Problem – Exactly reproduce the lines from the one holding "Extract the structured data from this" through the final line of the listing below, with both ends included and nothing else.

Supplied records –
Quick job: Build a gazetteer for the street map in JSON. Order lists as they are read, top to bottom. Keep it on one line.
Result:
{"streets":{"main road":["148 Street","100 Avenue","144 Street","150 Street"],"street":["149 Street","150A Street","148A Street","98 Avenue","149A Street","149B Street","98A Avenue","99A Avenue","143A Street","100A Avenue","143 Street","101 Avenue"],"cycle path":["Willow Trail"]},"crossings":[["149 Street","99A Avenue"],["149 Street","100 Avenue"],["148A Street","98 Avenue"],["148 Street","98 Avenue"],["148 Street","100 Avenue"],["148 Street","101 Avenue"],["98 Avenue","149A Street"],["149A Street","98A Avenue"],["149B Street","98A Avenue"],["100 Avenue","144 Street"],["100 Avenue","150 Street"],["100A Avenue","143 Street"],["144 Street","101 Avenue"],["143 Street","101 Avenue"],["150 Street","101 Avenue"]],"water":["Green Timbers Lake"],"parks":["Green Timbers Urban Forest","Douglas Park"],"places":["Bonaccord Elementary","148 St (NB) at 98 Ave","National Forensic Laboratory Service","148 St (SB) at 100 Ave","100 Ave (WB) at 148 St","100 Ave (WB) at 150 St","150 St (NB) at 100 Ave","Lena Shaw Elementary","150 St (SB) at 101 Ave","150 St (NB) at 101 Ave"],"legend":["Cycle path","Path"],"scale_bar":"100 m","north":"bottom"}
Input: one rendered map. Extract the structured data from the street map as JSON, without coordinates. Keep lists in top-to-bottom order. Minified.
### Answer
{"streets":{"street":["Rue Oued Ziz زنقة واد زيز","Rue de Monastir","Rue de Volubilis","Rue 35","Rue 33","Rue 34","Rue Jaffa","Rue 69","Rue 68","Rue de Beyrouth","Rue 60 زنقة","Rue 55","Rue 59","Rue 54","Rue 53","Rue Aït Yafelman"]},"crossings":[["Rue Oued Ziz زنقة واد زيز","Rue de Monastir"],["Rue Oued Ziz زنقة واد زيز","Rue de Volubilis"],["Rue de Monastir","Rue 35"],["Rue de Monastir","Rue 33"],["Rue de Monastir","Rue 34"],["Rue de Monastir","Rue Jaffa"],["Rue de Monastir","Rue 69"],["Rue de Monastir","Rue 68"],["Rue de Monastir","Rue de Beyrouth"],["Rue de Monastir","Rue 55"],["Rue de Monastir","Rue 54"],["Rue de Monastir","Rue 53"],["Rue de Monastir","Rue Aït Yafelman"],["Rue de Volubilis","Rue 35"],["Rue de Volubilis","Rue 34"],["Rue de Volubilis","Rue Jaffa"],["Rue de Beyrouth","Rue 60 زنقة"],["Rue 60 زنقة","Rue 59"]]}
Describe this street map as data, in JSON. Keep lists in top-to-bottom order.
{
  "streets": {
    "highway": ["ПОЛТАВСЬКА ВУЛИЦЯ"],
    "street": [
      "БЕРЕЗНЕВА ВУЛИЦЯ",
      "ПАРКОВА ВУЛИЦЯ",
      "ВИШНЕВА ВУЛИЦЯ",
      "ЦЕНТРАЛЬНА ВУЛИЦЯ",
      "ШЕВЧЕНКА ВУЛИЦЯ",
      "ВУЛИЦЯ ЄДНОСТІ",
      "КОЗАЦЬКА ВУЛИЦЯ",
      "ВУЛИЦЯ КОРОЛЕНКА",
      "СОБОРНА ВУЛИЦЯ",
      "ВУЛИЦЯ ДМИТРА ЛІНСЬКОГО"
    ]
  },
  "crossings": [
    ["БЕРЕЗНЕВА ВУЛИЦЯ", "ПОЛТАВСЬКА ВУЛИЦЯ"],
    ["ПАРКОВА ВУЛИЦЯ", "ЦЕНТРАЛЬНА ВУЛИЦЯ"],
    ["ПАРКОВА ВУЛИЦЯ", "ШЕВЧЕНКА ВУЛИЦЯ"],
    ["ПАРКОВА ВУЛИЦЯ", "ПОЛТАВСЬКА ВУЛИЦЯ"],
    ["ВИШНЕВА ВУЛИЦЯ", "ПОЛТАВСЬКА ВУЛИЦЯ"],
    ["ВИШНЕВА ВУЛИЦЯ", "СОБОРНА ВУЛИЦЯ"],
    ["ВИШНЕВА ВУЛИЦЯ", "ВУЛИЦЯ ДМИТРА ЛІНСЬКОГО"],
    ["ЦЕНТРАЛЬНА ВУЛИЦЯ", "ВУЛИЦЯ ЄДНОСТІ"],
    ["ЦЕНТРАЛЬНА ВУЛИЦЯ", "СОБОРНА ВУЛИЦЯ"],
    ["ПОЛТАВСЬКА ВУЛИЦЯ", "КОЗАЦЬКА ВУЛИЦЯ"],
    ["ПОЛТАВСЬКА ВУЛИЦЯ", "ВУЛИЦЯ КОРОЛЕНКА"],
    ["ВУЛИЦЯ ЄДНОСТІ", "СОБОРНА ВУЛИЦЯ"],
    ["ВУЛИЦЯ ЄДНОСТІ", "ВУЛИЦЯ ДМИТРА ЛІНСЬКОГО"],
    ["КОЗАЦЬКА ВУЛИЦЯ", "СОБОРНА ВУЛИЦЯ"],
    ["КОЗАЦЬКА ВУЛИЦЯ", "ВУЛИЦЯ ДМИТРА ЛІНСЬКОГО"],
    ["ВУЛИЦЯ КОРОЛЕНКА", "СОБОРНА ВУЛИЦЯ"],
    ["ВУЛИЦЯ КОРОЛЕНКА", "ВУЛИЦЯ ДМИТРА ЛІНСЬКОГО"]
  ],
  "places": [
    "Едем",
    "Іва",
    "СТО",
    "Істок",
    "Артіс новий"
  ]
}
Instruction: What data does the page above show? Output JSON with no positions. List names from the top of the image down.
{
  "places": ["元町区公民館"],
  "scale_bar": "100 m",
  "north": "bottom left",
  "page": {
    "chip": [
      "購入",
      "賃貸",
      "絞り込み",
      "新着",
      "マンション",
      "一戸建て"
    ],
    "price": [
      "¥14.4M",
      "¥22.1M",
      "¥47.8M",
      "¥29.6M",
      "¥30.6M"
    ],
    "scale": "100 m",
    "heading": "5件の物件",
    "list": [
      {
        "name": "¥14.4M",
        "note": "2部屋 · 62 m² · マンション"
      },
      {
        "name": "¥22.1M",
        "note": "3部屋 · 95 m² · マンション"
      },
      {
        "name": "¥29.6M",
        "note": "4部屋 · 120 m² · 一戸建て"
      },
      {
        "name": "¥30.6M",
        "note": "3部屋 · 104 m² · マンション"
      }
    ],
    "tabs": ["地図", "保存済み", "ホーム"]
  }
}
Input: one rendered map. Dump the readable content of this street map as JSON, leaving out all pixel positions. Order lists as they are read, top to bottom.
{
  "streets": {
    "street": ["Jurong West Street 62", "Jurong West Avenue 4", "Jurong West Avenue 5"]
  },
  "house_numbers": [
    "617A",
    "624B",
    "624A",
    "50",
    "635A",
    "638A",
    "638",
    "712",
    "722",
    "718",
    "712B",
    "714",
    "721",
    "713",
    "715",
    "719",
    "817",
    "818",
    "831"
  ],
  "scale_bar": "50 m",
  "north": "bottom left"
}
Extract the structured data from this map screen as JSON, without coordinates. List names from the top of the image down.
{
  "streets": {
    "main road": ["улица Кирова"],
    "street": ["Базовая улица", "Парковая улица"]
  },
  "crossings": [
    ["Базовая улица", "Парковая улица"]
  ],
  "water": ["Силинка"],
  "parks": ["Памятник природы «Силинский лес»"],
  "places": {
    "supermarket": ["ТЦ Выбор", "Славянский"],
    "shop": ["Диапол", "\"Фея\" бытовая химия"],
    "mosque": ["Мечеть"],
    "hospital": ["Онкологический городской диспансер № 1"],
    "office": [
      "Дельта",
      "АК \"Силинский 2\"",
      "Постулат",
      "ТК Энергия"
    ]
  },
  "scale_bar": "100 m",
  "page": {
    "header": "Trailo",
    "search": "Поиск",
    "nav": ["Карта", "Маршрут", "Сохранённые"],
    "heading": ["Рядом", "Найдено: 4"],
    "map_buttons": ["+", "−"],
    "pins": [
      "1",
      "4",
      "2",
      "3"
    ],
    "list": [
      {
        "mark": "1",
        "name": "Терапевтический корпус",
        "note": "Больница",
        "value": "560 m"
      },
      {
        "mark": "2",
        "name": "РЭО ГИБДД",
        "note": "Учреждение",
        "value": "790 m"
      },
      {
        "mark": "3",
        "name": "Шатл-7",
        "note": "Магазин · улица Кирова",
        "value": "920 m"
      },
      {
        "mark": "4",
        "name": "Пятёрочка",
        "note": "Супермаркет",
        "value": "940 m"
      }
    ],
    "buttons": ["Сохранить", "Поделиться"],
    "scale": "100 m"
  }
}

Task output –
Extract the structured data from this map screen as JSON, without coordinates. List names from the top of the image down.
{
  "streets": {
    "main road": ["улица Кирова"],
    "street": ["Базовая улица", "Парковая улица"]
  },
  "crossings": [
    ["Базовая улица", "Парковая улица"]
  ],
  "water": ["Силинка"],
  "parks": ["Памятник природы «Силинский лес»"],
  "places": {
    "supermarket": ["ТЦ Выбор", "Славянский"],
    "shop": ["Диапол", "\"Фея\" бытовая химия"],
    "mosque": ["Мечеть"],
    "hospital": ["Онкологический городской диспансер № 1"],
    "office": [
      "Дельта",
      "АК \"Силинский 2\"",
      "Постулат",
      "ТК Энергия"
    ]
  },
  "scale_bar": "100 m",
  "page": {
    "header": "Trailo",
    "search": "Поиск",
    "nav": ["Карта", "Маршрут", "Сохранённые"],
    "heading": ["Рядом", "Найдено: 4"],
    "map_buttons": ["+", "−"],
    "pins": [
      "1",
      "4",
      "2",
      "3"
    ],
    "list": [
      {
        "mark": "1",
        "name": "Терапевтический корпус",
        "note": "Больница",
        "value": "560 m"
      },
      {
        "mark": "2",
        "name": "РЭО ГИБДД",
        "note": "Учреждение",
        "value": "790 m"
      },
      {
        "mark": "3",
        "name": "Шатл-7",
        "note": "Магазин · улица Кирова",
        "value": "920 m"
      },
      {
        "mark": "4",
        "name": "Пятёрочка",
        "note": "Супермаркет",
        "value": "940 m"
      }
    ],
    "buttons": ["Сохранить", "Поделиться"],
    "scale": "100 m"
  }
}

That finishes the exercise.